I
La cour intérieure du château est tapissée d'un fin gazon parsemé de trèfle. Un chêne plusieurs fois centenaire découpe un cercle d'ombre fraîche dans le carré de lumière brûlante.
Ce doit être lui, Noël. Il est en train de lire, allongé sur un transat. Il me jette un regard par-dessus ses lunettes, se lève et vient à ma rencontre : " Vous devez être Félix ? " Mais oui, c'est moi Félix. J'ai eu le temps de m'habituer à ce prénom, depuis le temps. Et puis, ça veut dire " heureux " en latin... " Vous, vous êtes Noël ? " C'est bien lui, la soixantaine alerte, le cheveu gris mais abondant, le sourire impeccable, le regard bleu métallisé. Une vraie réclame pour caisse de retraite. " Vous avez fait bon voyage ? " Un geste évasif. " Ma vieille 205 ne dépasse plus le cent dix, mais elle a réussi à monter jusqu'ici, et... " Je ne finis pas ma phrase, d'ailleurs il n'écoute pas la réponse. Il me fait signe de le suivre à l'intérieur.
Cette cuisine doit être aussi grande que mon appartement. Il faut que j'arrête de faire des comparaisons, sinon je vais devenir envieux. " Vous voulez boire quelque chose ? " Je hoche la tête, j'ai soif après la route matraquée de soleil. Une rangée de casseroles de cuivre orne le manteau de la cheminée. Belle table, au moins dix centimètres d'épaisseur, et dix mètres, non, cinq mètres de long. Noël sort une bouteille de cidre du frigo, la débouche, remplit mon verre. Je l'avale d'un trait, Noël m'en verse un autre en souriant. J'écoute la mousse crisser dans le verre avant de le porter de nouveau à mes lèvres. J'ai tout mon temps, à présent.
Je sens un regard dans mon dos, je me retourne. Sur le pas de la porte, deux yeux verts m'observent. La jeune femme est appuyée au chambranle ; elle est vêtue d'un jean et d'un T-shirt blanc. Ses cheveux d'un blond vénitien sont rassemblés en une queue de cheval. " Cécile, ma fille. " Je pense à la chanson de Nougaro, et je serre la main qu'elle me tend. " Félix, notre invité pour le mois d'août. " Nous échangeons quelques banalités, et elle ressort de la cuisine. Ses pieds sont nus.
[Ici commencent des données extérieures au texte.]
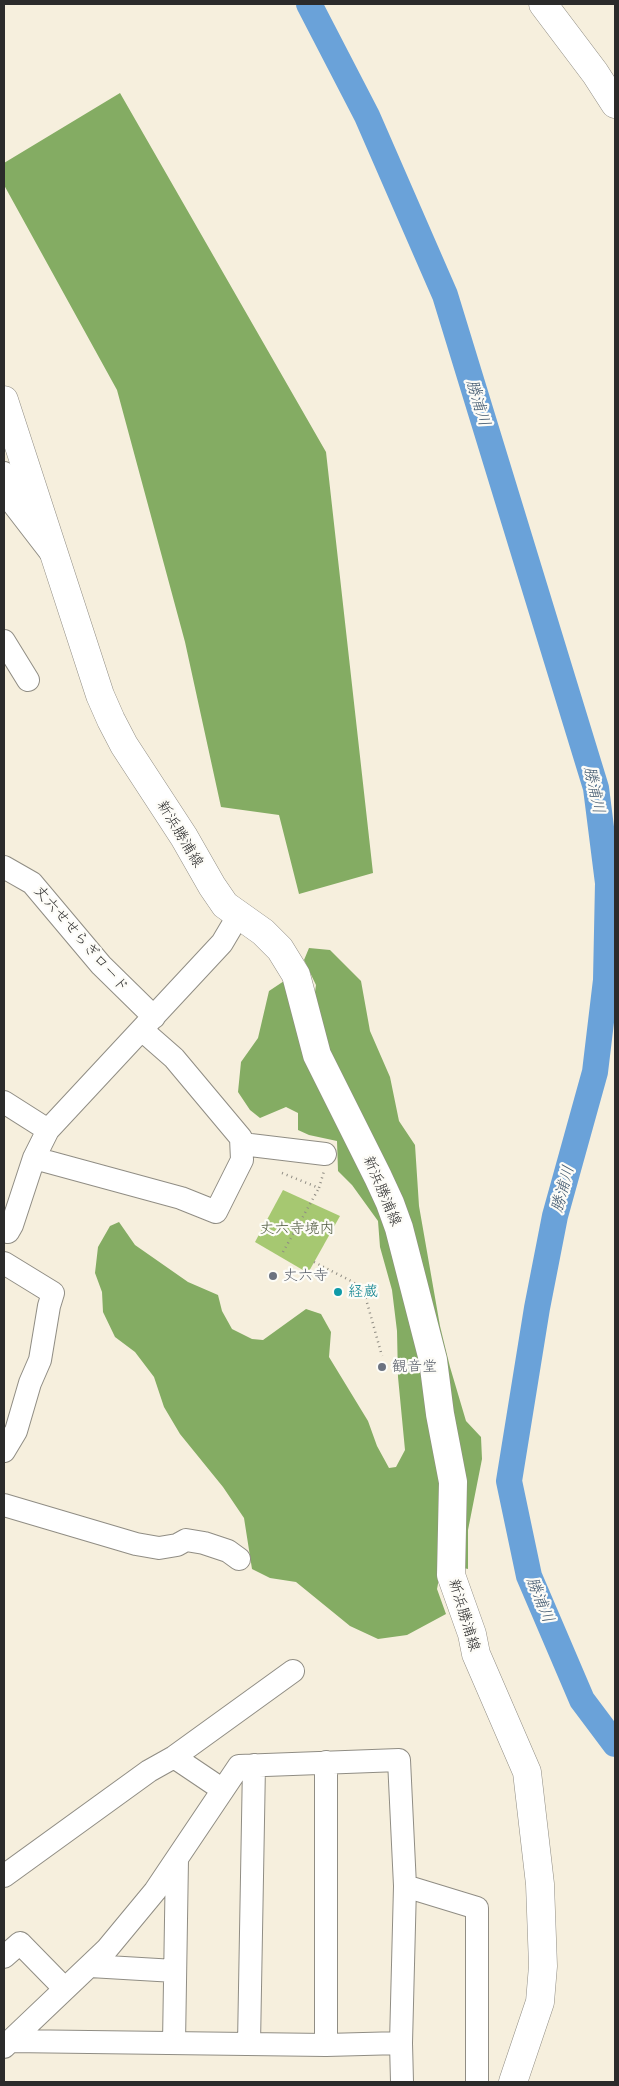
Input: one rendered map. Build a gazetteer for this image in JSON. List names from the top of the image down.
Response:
{
  "streets": {
    "main road": ["新浜勝浦線"],
    "street": ["丈六せせらぎロード"]
  },
  "water": ["勝浦川"],
  "parks": ["丈六寺境内"],
  "places": ["丈六寺", "経蔵", "観音堂"]
}
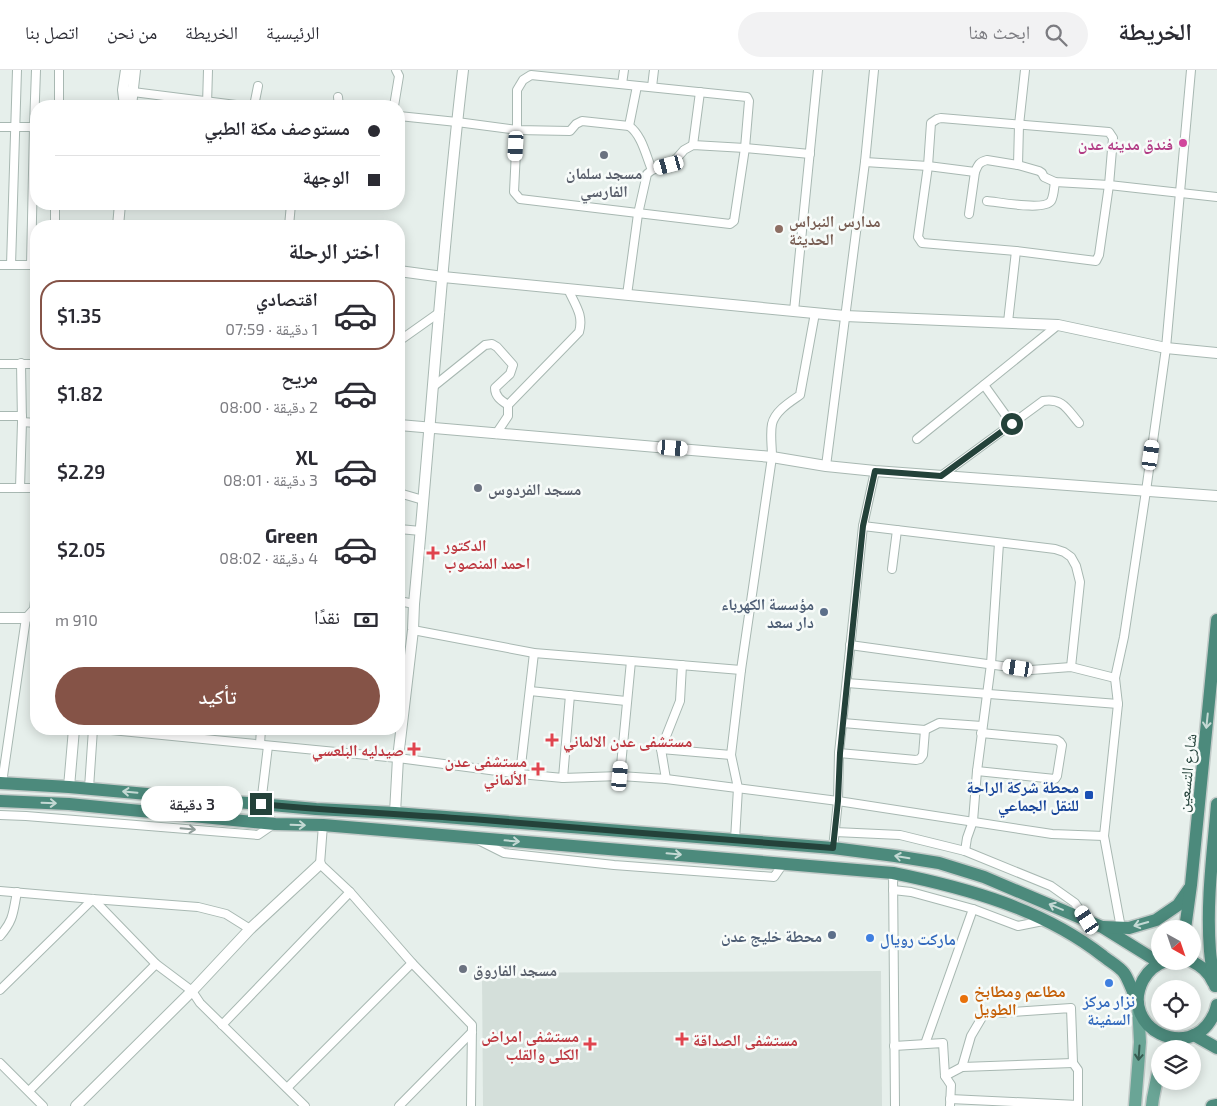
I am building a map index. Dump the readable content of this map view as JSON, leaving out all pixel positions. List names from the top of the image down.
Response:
{
  "streets": {
    "highway": ["شارع التسعين"]
  },
  "places": {
    "other": [
      "فندق مدينه عدن",
      "مسجد سلمان الفارسي",
      "مدارس النبراس الحديثة",
      "مسجد الفردوس",
      "مؤسسة الكهرباء دار سعد",
      "محطة خليج عدن",
      "ماركت رويال",
      "مسجد الفاروق",
      "نزار مركز السفينة",
      "مطاعم ومطابخ الطويل"
    ],
    "health": [
      "الدكتور احمد المنصوب",
      "مستشفى عدن الالماني",
      "صيدليه البلعسي",
      "مستشفى عدن الألماني",
      "مستشفى الصداقة",
      "مستشفى امراض الكلى والقلب"
    ],
    "transit": ["محطة شركة الراحة للنقل الجماعي"]
  },
  "north": "bottom right",
  "page": {
    "header": "الخريطة",
    "search": "ابحث هنا",
    "nav": [
      "الرئيسية",
      "الخريطة",
      "من نحن",
      "اتصل بنا"
    ],
    "banner": ["مستوصف مكة الطبي", "الوجهة"],
    "heading": "اختر الرحلة",
    "list": [
      {
        "name": "اقتصادي",
        "note": "1 دقيقة · 07:59",
        "value": "$1.35"
      },
      {
        "name": "مريح",
        "note": "2 دقيقة · 08:00",
        "value": "$1.82"
      },
      {
        "name": "XL",
        "note": "3 دقيقة · 08:01",
        "value": "$2.29"
      },
      {
        "name": "Green",
        "note": "4 دقيقة · 08:02",
        "value": "$2.05"
      }
    ],
    "pay": ["نقدًا", "910 m"],
    "buttons": "تأكيد",
    "bubble": "3 دقيقة"
  }
}
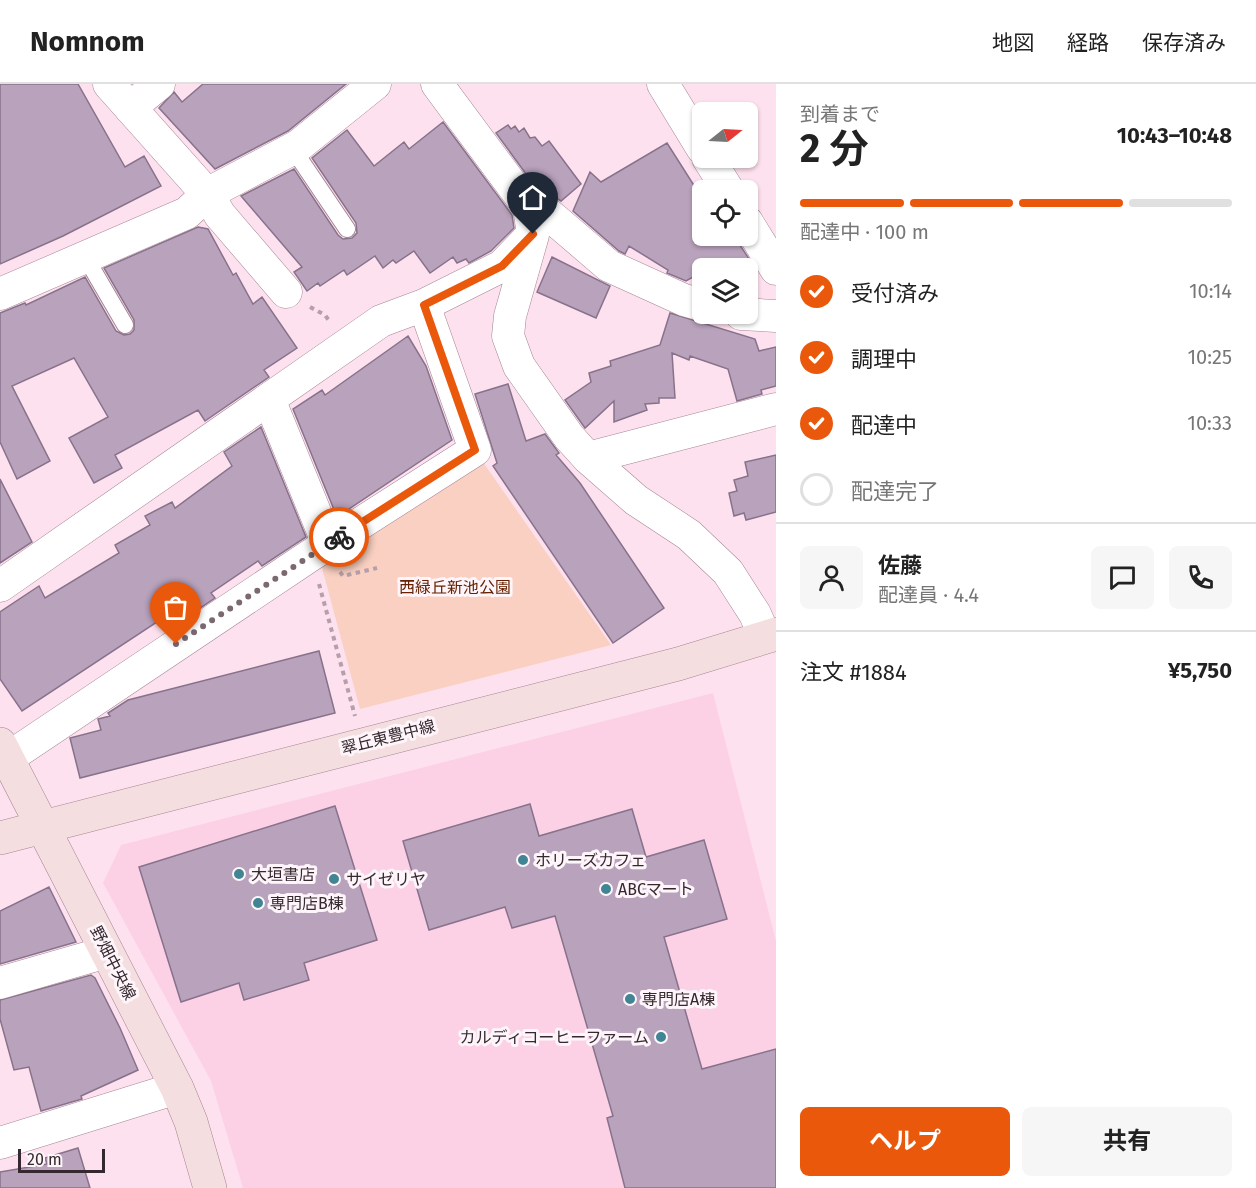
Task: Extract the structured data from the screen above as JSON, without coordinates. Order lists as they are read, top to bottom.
{
  "streets": {
    "street": ["翠丘東豊中線", "野畑中央線"]
  },
  "crossings": [
    ["翠丘東豊中線", "野畑中央線"]
  ],
  "parks": ["西緑丘新池公園"],
  "places": [
    "ホリーズカフェ",
    "大垣書店",
    "サイゼリヤ",
    "ABCマート",
    "専門店B棟",
    "専門店A棟",
    "カルディコーヒーファーム"
  ],
  "scale_bar": "20 m",
  "north": "right",
  "page": {
    "header": "Nomnom",
    "nav": ["地図", "経路", "保存済み"],
    "heading": ["2 分", "到着まで", "10:43–10:48"],
    "panel": [
      "佐藤",
      "配達員 · 4.4",
      "注文 #1884",
      "¥5,750"
    ],
    "bar": "配達中 · 100 m",
    "list": [
      ["受付済み", "10:14"],
      ["調理中", "10:25"],
      ["配達中", "10:33"],
      "配達完了"
    ],
    "buttons": ["ヘルプ", "共有"],
    "scale": "20 m"
  }
}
Noël me montre ma chambre, récompense
d'un interminable escalier en colimaçon taillé dans l'épaisseur
du mur. Je n'ai qu'une idée, me glisser sous l'édredon et
sombrer dans le sommeil, mais il faut d'abord dîner. " Je vous laisse,
vous avez une salle de bains derrière cette porte si vous voulez
vous rafraîchir avant de redescendre. " Il tourne les talons et dévale
l'escalier sans attendre ma réponse.
II
Une salle de bain avec fenêtre. J'en ai toujours rêvé. Moi qui n'ai jamais connu que les exigus cabinets de toilette d'appartements citadins, dans lesquels il faut replier le séchoir à linge pour prendre une douche, je suis servi. Celle-ci est aussi grande que... Ça y est, je recommence à faire des comparaisons. N'empêche qu'elle est grande. Et cette fenêtre ! Je pourrai me laver les dents en admirant le paysage. Chouette, non ?
Un peu avant huit heures, je redescends. Madame
Ducourt, prénommée Lisa, est arrivée entre temps.
C'est le portrait de Cécile, avec vingt-cinq ans de plus. Noël
me propose un apéritif dans la bibliothèque. Il y a au moins
cinq mille bouquins dans cette pièce. De toutes les formes, de toutes
les tailles. Je m'approche des rayons, cherche une logique au classement
de ces livres. En vain. Les Zola côtoient les Asimov et les Exbrayat.
Pas de classement par genre, ni par titre, ni par auteur. Ses livres doivent
s'entasser par ordre chronologique d'achat... Ou encore, les favoris à
portée de la main, les disgraciés sur les rayonnages les
moins accessibles. Noël ne doit pas être du genre à aligner
les reliures cuir dorées sur tranche pour la galerie... Quand je
pénètre pour la première fois chez quelqu'un, j'ai
tendance à chercher des yeux sa bibliothèque. Son contenu
- ou son absence - en disent souvent plus long qu'une longue discussion.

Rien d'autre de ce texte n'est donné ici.